Top of Source material
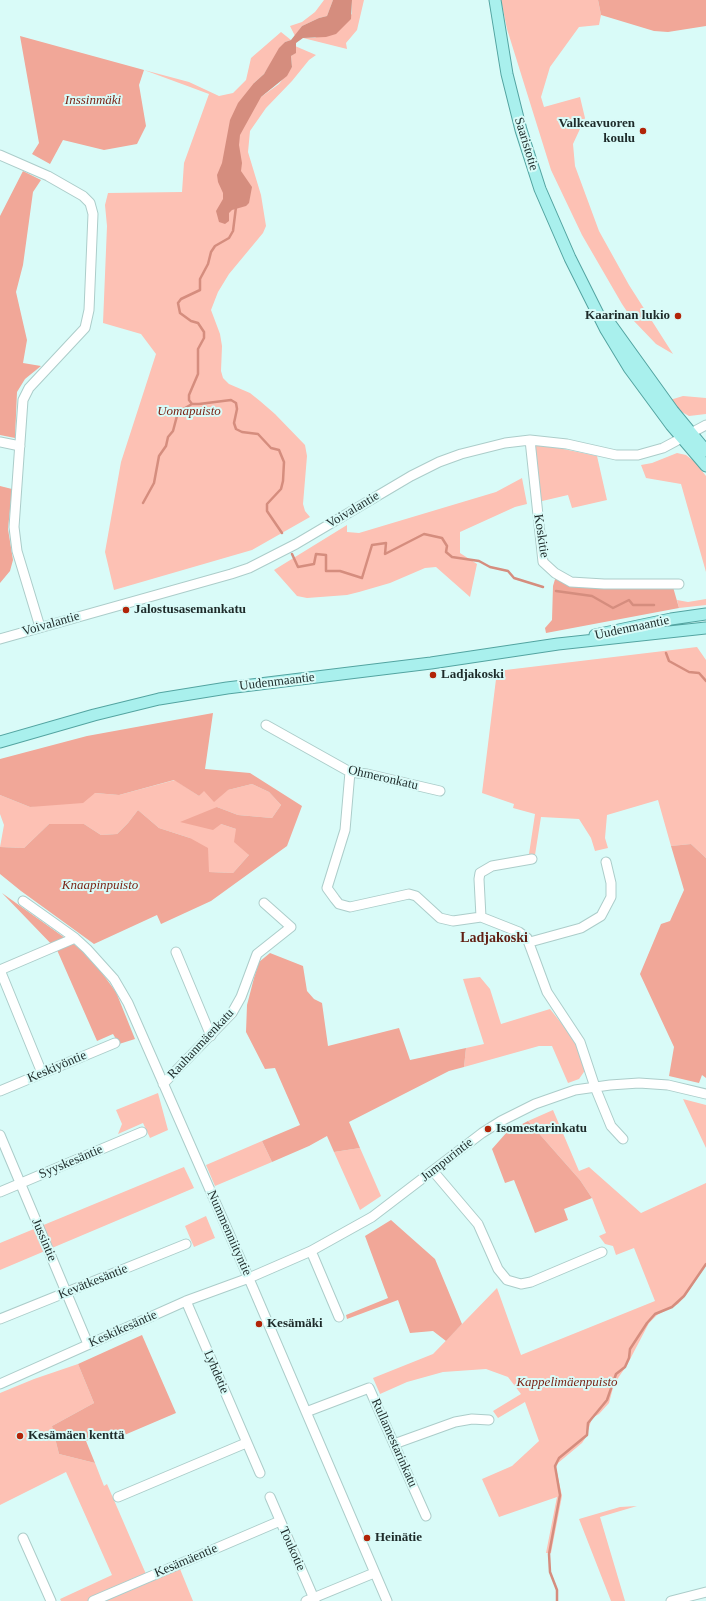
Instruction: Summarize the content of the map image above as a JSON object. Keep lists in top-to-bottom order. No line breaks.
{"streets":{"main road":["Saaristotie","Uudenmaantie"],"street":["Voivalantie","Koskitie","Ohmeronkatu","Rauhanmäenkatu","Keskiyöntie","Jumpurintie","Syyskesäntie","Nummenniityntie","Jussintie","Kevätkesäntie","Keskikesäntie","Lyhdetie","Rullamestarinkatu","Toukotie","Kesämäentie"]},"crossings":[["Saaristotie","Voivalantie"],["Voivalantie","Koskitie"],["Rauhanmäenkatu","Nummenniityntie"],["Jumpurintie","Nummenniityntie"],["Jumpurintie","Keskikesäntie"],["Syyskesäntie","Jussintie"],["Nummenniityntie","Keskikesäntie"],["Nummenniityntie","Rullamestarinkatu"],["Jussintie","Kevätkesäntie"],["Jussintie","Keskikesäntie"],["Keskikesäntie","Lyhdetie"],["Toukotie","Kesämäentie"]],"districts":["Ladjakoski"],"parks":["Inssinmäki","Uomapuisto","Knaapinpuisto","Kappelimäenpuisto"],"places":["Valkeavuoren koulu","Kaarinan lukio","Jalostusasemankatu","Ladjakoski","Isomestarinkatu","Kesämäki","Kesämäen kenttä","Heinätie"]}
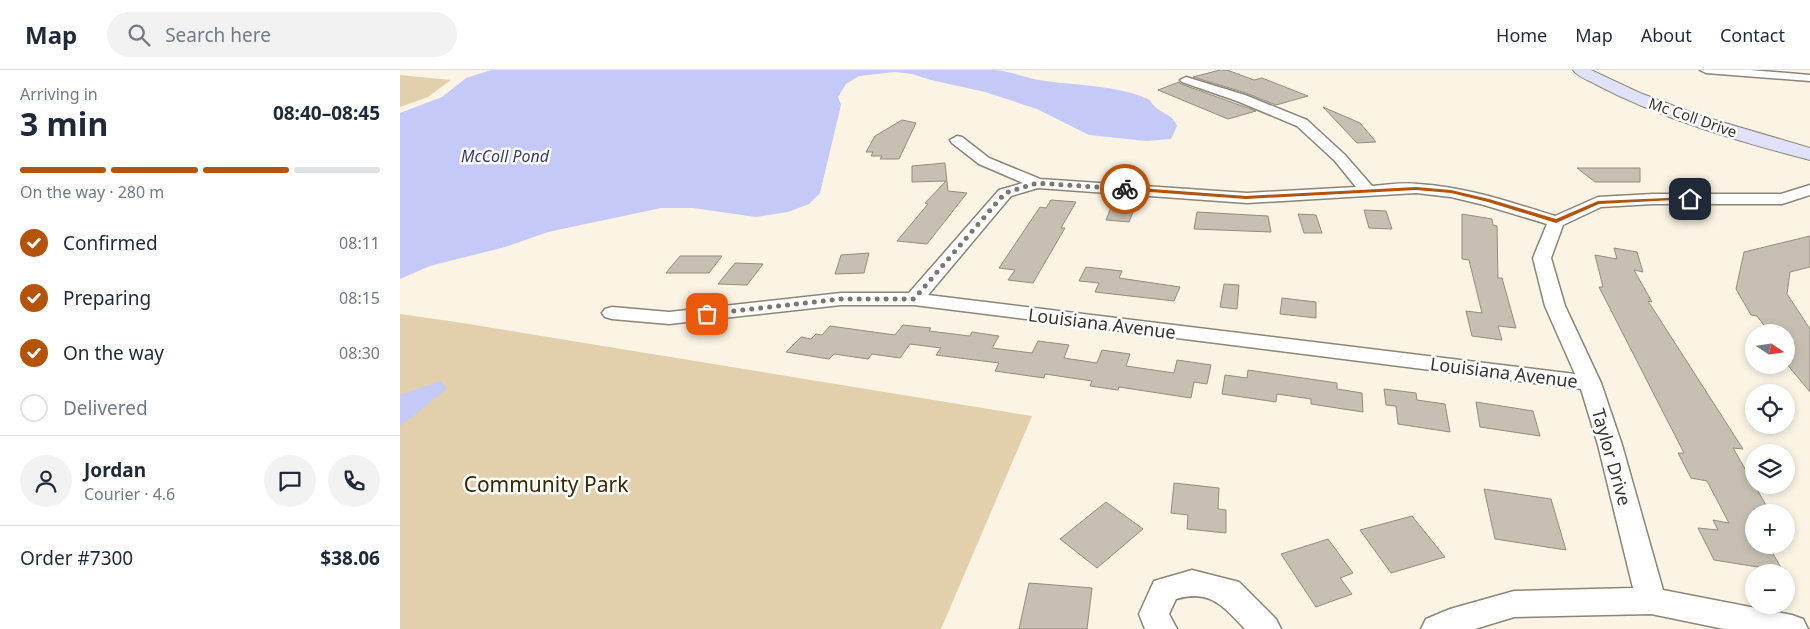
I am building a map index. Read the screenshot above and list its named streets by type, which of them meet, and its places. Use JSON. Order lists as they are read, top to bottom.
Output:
Bottom of Source material
**What is required:** Reproduce the material word for word, pictures excluded.

**Answer section:**
Instruction: Summarize the content of the map image above as a JSON object. Keep lists in top-to-bottom order. No line breaks.
{"streets":{"main road":["Saaristotie","Uudenmaantie"],"street":["Voivalantie","Koskitie","Ohmeronkatu","Rauhanmäenkatu","Keskiyöntie","Jumpurintie","Syyskesäntie","Nummenniityntie","Jussintie","Kevätkesäntie","Keskikesäntie","Lyhdetie","Rullamestarinkatu","Toukotie","Kesämäentie"]},"crossings":[["Saaristotie","Voivalantie"],["Voivalantie","Koskitie"],["Rauhanmäenkatu","Nummenniityntie"],["Jumpurintie","Nummenniityntie"],["Jumpurintie","Keskikesäntie"],["Syyskesäntie","Jussintie"],["Nummenniityntie","Keskikesäntie"],["Nummenniityntie","Rullamestarinkatu"],["Jussintie","Kevätkesäntie"],["Jussintie","Keskikesäntie"],["Keskikesäntie","Lyhdetie"],["Toukotie","Kesämäentie"]],"districts":["Ladjakoski"],"parks":["Inssinmäki","Uomapuisto","Knaapinpuisto","Kappelimäenpuisto"],"places":["Valkeavuoren koulu","Kaarinan lukio","Jalostusasemankatu","Ladjakoski","Isomestarinkatu","Kesämäki","Kesämäen kenttä","Heinätie"]}
I am building a map index. Read the screenshot above and list its named streets by type, which of them meet, and its places. Use JSON. Order lists as they are read, top to bottom.
Output:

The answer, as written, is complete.